*Karang Taruna Desa Cijambe Desak APH Investigasi Dugaan Mark-Up dan Pelanggaran Tata Kelola di SPPG Cijambe 002*
Warta In Jabar | Subang, 24 Juni 2026 — Perwakilan Karang Taruna Desa Cijambe, Iqbal Maulana, mendesak aparat penegak hukum untuk segera melakukan investigasi menyeluruh terhadap operasional SPPG Cijambe 002 yang diduga kuat terdapat berbagai penyimpangan dalam pelaksanaan Program Makan Bergizi Gratis (MBG).

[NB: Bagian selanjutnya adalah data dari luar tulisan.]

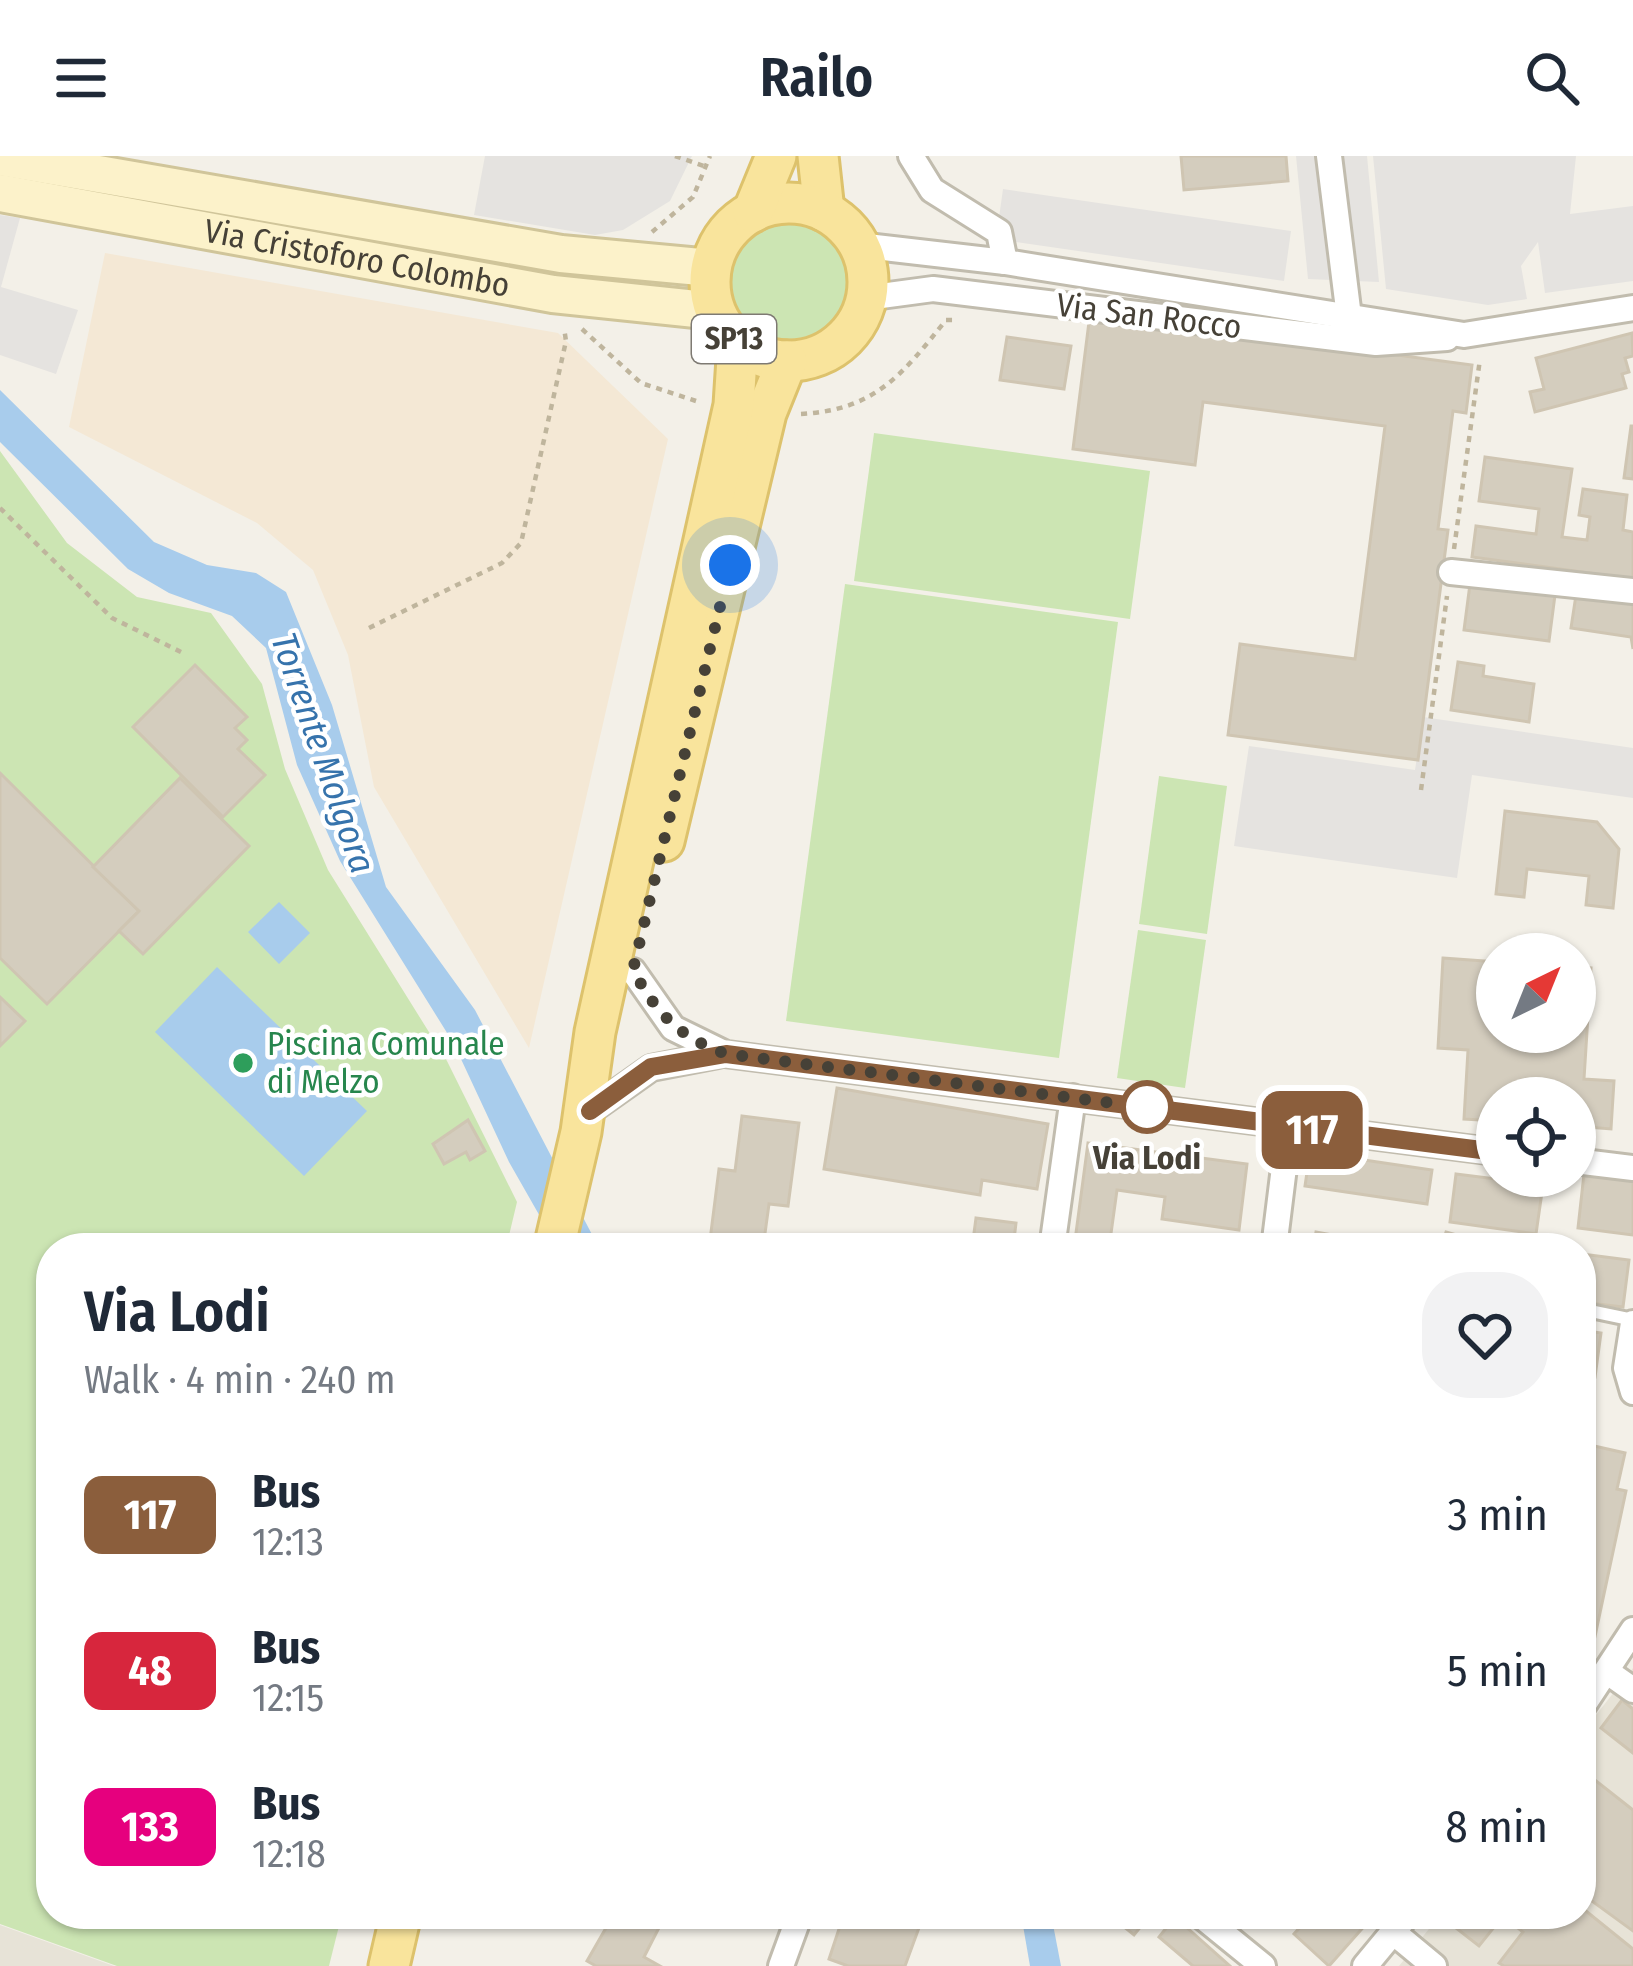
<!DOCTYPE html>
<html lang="en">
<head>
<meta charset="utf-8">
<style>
  :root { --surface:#fff; --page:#f2f2f3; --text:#1f2937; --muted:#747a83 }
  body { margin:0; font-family:"Fira Sans Condensed",sans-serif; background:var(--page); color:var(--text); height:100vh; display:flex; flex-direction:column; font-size:45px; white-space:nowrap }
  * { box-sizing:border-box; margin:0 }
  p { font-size:39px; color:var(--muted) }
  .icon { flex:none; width:66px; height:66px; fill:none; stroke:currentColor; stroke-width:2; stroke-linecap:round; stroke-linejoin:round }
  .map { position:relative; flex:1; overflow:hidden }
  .drawer { position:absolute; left:36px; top:1077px; width:1560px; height:696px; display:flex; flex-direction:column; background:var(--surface); border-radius:48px; box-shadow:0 3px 9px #0004 }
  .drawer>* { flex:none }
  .badge { padding:0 24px; border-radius:18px; font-size:42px; line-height:78px }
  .needle { width:78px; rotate:43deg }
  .controls { position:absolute; left:1476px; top:777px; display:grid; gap:24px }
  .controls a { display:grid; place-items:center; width:120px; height:120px; border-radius:50%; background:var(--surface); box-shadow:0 3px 9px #0004; font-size:60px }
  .you { position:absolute; width:60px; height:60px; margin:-30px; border:9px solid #fff; border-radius:50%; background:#1a73e8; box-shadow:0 0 0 18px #1a73e833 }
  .map>.badge { position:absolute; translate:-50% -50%; box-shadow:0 0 0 6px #fff }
  .round { display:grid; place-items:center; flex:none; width:126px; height:126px; border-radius:48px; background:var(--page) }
  .overview { display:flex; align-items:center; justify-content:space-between; height:204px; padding:0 48px }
  h1 { font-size:57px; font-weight:600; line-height:90px }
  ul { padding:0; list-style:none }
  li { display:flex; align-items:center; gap:36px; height:156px; padding:0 48px }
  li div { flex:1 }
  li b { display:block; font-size:45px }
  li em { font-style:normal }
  li .badge { min-width:132px; font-weight:700; text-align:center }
  header { display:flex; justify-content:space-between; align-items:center; height:156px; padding:0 48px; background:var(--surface); font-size:54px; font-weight:600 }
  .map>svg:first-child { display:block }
  .residential { fill:#e7e3d7 }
  .commercial { fill:#f4e8d5 }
  .green { fill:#cce5b3 }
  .parking { fill:#e5e3e0 }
  .water { fill:#a8ccec }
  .building { fill:#d4cdbe; stroke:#cfc5b2; stroke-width:3 }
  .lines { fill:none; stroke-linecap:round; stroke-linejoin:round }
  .lane-casing { stroke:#c1bcae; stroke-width:18 }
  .street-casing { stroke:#c1bcae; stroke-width:30 }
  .secondary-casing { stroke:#d0c59a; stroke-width:42 }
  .primary-casing { stroke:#ddc26c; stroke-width:45 }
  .path { stroke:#bfb59d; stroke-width:4.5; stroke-dasharray:6 6; stroke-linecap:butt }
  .lane { stroke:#fff; stroke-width:12 }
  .street { stroke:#fff; stroke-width:24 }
  .secondary { stroke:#fcf2ca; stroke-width:36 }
  .primary { stroke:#f9e49c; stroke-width:39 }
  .line-casing { stroke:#fff; stroke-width:27 }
  .line { stroke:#8b5e3c; stroke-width:18 }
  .walk { stroke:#464137; stroke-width:12; stroke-dasharray:0 21.6 }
  .leisure-dot { fill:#2e9e5b; stroke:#fff; stroke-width:4.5 }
  .stop-dot { fill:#fff; stroke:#8b5e3c; stroke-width:6 }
  .labels { text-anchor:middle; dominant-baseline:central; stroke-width:9; stroke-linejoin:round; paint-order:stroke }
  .shield { fill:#fff; stroke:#7e7a73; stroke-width:3 }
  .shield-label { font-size:30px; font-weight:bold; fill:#464137 }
  .street-label { font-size:33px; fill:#464137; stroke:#fff }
  .leisure-label { font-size:33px; fill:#27864d; stroke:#fff; text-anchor:start }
  .stop-label { font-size:33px; font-weight:bold; fill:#464137; stroke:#fff }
  .water-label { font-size:36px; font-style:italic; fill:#3673ac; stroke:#fff }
</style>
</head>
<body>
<header><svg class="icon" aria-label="menu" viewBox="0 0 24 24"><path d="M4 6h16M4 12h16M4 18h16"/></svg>Railo<svg class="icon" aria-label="search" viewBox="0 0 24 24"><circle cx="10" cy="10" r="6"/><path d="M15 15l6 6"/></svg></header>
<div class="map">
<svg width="1633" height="1810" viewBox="0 0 1633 1810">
  <rect width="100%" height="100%" fill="#f3f0e8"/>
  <g class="residential">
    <path d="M1633,1512v298h-234l42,-52h140v-180z"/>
    <path d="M0,1769l114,41h-114z"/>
  </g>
  <path class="commercial" d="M105,97l453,80 110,106 -139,609 -155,-261 -26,-132 -35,-85 -56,-47 -188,-96z"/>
  <g class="green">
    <circle cx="791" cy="128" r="68"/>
    <path d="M874,277l276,38 -20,148 -276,-38z"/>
    <path d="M0,295l67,92 70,54 74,16 51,71 23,85 43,101 119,191 70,141 -11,46h-455v666h291l-13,52h-212l-117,-42z"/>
    <path d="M845,428l273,38 -59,436 -273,-37z"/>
    <path d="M1159,620l68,10 -20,148 -68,-10z"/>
    <path d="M1138,774l68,10 -21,148 -68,-10z"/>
  </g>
  <g class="parking">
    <path d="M485,0h207l-22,45 -47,29 -28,5 -121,-20z"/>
    <path d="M1296,0h71l12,126 -71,-3z"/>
    <path d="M1373,0h203l-6,58 63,-8v75l-88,12 -7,-51 -17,24 6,33 -39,6 -102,-16z"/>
    <path d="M1003,33l288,42 -7,50 -288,-42z"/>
    <path d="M0,59l20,3 -19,69 77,23 -22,64 -56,-19z"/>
    <path d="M1423,561l210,31v50l-161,-23 -15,103 -223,-32 15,-100 166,24z"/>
  </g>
  <g class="water">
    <path d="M0,234l154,152 53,23 49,8 30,19 46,113 54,182 89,123 124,238h-41l-49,-86 -55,-118 -114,-183 -43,-96 -31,-117 -34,-32 -63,-23 -41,-24 -128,-127z"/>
    <path d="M279,746l31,31 -31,31 -31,-32z"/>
    <path d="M217,811l150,144 -63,65 -149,-144z"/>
    <path d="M1021,1758h30l10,52h-31z"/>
  </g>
  <g class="building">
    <path d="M1181,0h105l2,25 -104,9z"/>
    <path d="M1090,158l382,51 -6,48 -13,-2 -15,118 10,1 -30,230 -190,-25 12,-91 115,15 30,-233 -182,-24 -8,63 -122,-16z"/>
    <path d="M1632,177l1,23 -8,2 4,14 -7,2 4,14 -91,24 -5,-20 14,-3 -8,-31z"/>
    <path d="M1007,181l64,9 -7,43 -64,-9z"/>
    <path d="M1631,270h2v53l-9,-1z"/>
    <path d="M1485,301l87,12 -10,68 25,3 3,-23 -11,-2 4,-26 44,6 -4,35 10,2v47l-161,-22 4,-31 60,8 3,-25 -60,-8z"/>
    <path d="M1470,428l85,11 -6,46 -85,-11z"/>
    <path d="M1576,439l57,9v45l-2,-12 -60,-9z"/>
    <path d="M1458,506l26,4 -1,10 51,8 -5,38 -78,-12z"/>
    <path d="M195,509l52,52 -12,11 12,12 -9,9 27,26 -42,42 -90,-90z"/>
    <path d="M0,617l139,138 -92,93 -47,-46z"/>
    <path d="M180,622l69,68 -106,108 -24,-23 20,-20 -46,-44z"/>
    <path d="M1505,655l92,11 22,27 -6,59 -27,-3 3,-29 -62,-7 -3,28 -28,-3z"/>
    <path d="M1443,802l54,4v70h78v-65l16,1 -7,111 30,2 -3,48 -36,-3v-28h-78v23l-33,-2 4,-69 -30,-2z"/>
    <path d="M0,841l25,24 -25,25z"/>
    <path d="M837,932l211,36 -11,65 -55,-9 -2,15 -156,-26z"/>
    <path d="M742,960l57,7 -11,83 -19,-2 -6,44h-54l10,-79 16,2z"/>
    <path d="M468,964l17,31 -15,9 -4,-8 -22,12 -11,-20z"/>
    <path d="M1088,987l159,21 -8,66 -77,-11 3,-22 -48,-7 -8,58h-35z"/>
    <path d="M1310,996l122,18 -5,34 -122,-18z"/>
    <path d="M1456,1018l87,11 -7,49 -86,-12z"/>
    <path d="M1584,1018l49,7v54l-55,-7z"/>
    <path d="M976,1062l40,5 -3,25h-41z"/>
    <path d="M1316,1076l54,10 -1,6h-56z"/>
    <path d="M1446,1076l56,16h-61z"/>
    <path d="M1582,1098l47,6 -6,47 -42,-5z"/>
    <path d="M1581,1174l20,3 -6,44 -14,-2z"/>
    <path d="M1581,1287l44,10 -8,36 9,2 -35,164 -10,-3v-128l7,-32 -7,-1z"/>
    <path d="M1622,1544l11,9v44l-32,-25z"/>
    <path d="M1581,1613l52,41v121l-52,-38z"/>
    <path d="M1581,1751l52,42v17h-129l-5,-3 24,-31 -20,-16 -24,30 -23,-18 11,-14h114z"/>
    <path d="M614,1758h52l-22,43 16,9h-64l-9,-5z"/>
    <path d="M863,1758h61l-19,52h-57l-19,-7 13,-39 17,6z"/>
    <path d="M1108,1758h43l-17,21z"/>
    <path d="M1312,1758h63l-46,52 -35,-32z"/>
    <path d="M1175,1761l55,49h-37l-34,-29z"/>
  </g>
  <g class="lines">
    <g class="lane-casing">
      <path id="lane" d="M1581,1153l52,11"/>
    </g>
    <g class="street-casing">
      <g id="street">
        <path d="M911,0l21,34 67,42 6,30"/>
        <path d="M1329,0l21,169"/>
        <path d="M858,89l147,17 459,73 169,-27"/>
        <path d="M866,142l67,-9 443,54 71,-5"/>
        <path d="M1451,416l182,19"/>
        <path d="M633,815l40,57 53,26 771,98"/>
        <path d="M590,955l61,-43 67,-13"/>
        <path d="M1575,1005l58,7"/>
        <path d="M1052,1092l21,-151"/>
        <path d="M1274,1092l15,-121"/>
        <path d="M1633,1167l-7,45 7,24"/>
        <path d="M1609,1517l24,17"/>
        <path d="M1581,1553l52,-79"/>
        <path d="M1199,1758l64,52"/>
        <path d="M1393,1776l41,34"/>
        <path d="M781,1810l19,-52"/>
        <path d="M1365,1810l43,-52"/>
      </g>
    </g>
    <g class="secondary-casing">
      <g id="secondary">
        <path d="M0,1l561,97 150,14"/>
        <path id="s1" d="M0,37l553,101 162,17"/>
      </g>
    </g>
    <g class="primary-casing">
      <g id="primary">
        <path d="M818,0l6,55"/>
        <circle cx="789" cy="126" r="79"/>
        <path d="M753,56l23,-56"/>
        <path d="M664,685l102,-428 21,-52"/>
        <path d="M554,1092l27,-116 14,-100 139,-627 4,-62"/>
        <path d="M389,1810l12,-52"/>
      </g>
    </g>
    <g class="path">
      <path d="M675,0l29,10"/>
      <path d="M652,76l41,-35 17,-41"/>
      <path d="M582,173l59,54 55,18"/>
      <path d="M801,258c74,-4 101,-39 145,-94h11"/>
      <path d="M0,352l112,110 69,34"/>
      <path d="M1454,393l26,-190"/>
      <path d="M369,472l133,-65 19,-20 45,-202 -2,-13"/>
      <path d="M1421,634l26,-194"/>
    </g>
    <use href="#lane" class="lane"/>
    <use href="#street" class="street"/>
    <use href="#secondary" class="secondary"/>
    <use href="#primary" class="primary"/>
  </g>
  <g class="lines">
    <g class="line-casing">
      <path id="line" d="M590,955l61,-44 75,-13 771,98"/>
    </g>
    <use href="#line" class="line"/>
    <path class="walk" d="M730,409l-97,405c24,44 46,67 93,84l434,55 -13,-2"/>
  </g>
  <circle class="leisure-dot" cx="243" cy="907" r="12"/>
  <circle class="stop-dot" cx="1147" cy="951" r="24"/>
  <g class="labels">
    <rect class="shield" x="692" y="159" width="84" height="48" rx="9"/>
    <g class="shield-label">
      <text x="734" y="183">SP13</text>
    </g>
    <g class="street-label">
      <text stroke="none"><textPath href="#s1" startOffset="363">Via Cristoforo Colombo</textPath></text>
      <text transform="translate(1149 160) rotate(7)">Via San Rocco</text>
    </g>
    <g class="leisure-label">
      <text x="267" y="888">Piscina Comunale<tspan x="267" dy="38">di Melzo</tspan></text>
    </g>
    <g class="stop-label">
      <text x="1147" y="1002">Via Lodi</text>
    </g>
    <g class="water-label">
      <text transform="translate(323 597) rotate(71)">Torrente Molgora</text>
    </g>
  </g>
</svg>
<div class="controls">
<a><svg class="needle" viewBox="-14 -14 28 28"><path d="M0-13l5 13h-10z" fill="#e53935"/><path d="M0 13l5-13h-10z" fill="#747a83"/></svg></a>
<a><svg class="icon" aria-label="locate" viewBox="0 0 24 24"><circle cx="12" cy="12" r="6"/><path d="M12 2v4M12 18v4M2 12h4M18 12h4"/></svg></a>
</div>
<div class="you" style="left:730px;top:409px"></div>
<b class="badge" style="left:1312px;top:974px;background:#8b5e3c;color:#fff">117</b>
<section class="drawer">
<div class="overview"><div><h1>Via Lodi</h1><p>Walk · 4 min · 240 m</p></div><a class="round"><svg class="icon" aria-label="heart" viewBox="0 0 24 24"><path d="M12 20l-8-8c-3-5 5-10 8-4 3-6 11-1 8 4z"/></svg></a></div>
<ul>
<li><span class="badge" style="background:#8b5e3c;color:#fff">117</span><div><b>Bus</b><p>12:13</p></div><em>3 min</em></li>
<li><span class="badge" style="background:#d7263d;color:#fff">48</span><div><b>Bus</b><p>12:15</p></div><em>5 min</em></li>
<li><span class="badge" style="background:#e6007e;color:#fff">133</span><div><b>Bus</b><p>12:18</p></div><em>8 min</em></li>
</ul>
</section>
</div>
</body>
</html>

Karang Taruna Desa Cijambe menilai terdapat indikasi mark-up harga satuan layanan yang harus segera dibuka secara transparan kepada publik. Dugaan tersebut muncul setelah ditemukan menu makanan ringan yang hanya terdiri dari susu dan apel, namun diduga tidak sebanding dengan nilai anggaran yang digunakan.
“Kami mempertanyakan transparansi dan akuntabilitas penggunaan anggaran pada SPPG Cijambe 002. Jangan sampai uang negara yang seharusnya digunakan untuk meningkatkan kualitas gizi anak-anak justru menjadi bancakan oknum yang tidak bertanggung jawab,” tegas Iqbal Maulana.
Selain dugaan mark-up harga, Karang Taruna Desa Cijambe juga menyoroti kondisi fisik dapur yang diduga tidak memenuhi standar tata letak (layout) sebagaimana diatur dalam petunjuk teknis Badan Gizi Nasional (BGN). Apabila dugaan tersebut terbukti, maka terdapat potensi kerugian keuangan negara yang harus dipertanggungjawabkan.
Menurut Karang Taruna Desa Cijambe, biaya sewa dan pembangunan dapur harus selaras dengan standar yang telah ditetapkan. Oleh karena itu, apabila terdapat ketidaksesuaian antara biaya yang dibayarkan dengan kondisi fasilitas yang tersedia, maka hal tersebut patut diduga sebagai bentuk penyimpangan yang wajib diaudit secara menyeluruh.
Tidak hanya itu, Karang Taruna Desa Cijambe juga menduga adanya praktik monopoli dalam pengadaan bahan baku. Dugaan tersebut muncul karena adanya indikasi bahwa mitra pelaksana memiliki peran dominan dalam penyediaan bahan baku, sehingga berpotensi menimbulkan konflik kepentingan dan menghilangkan prinsip transparansi dalam pengelolaan anggaran negara.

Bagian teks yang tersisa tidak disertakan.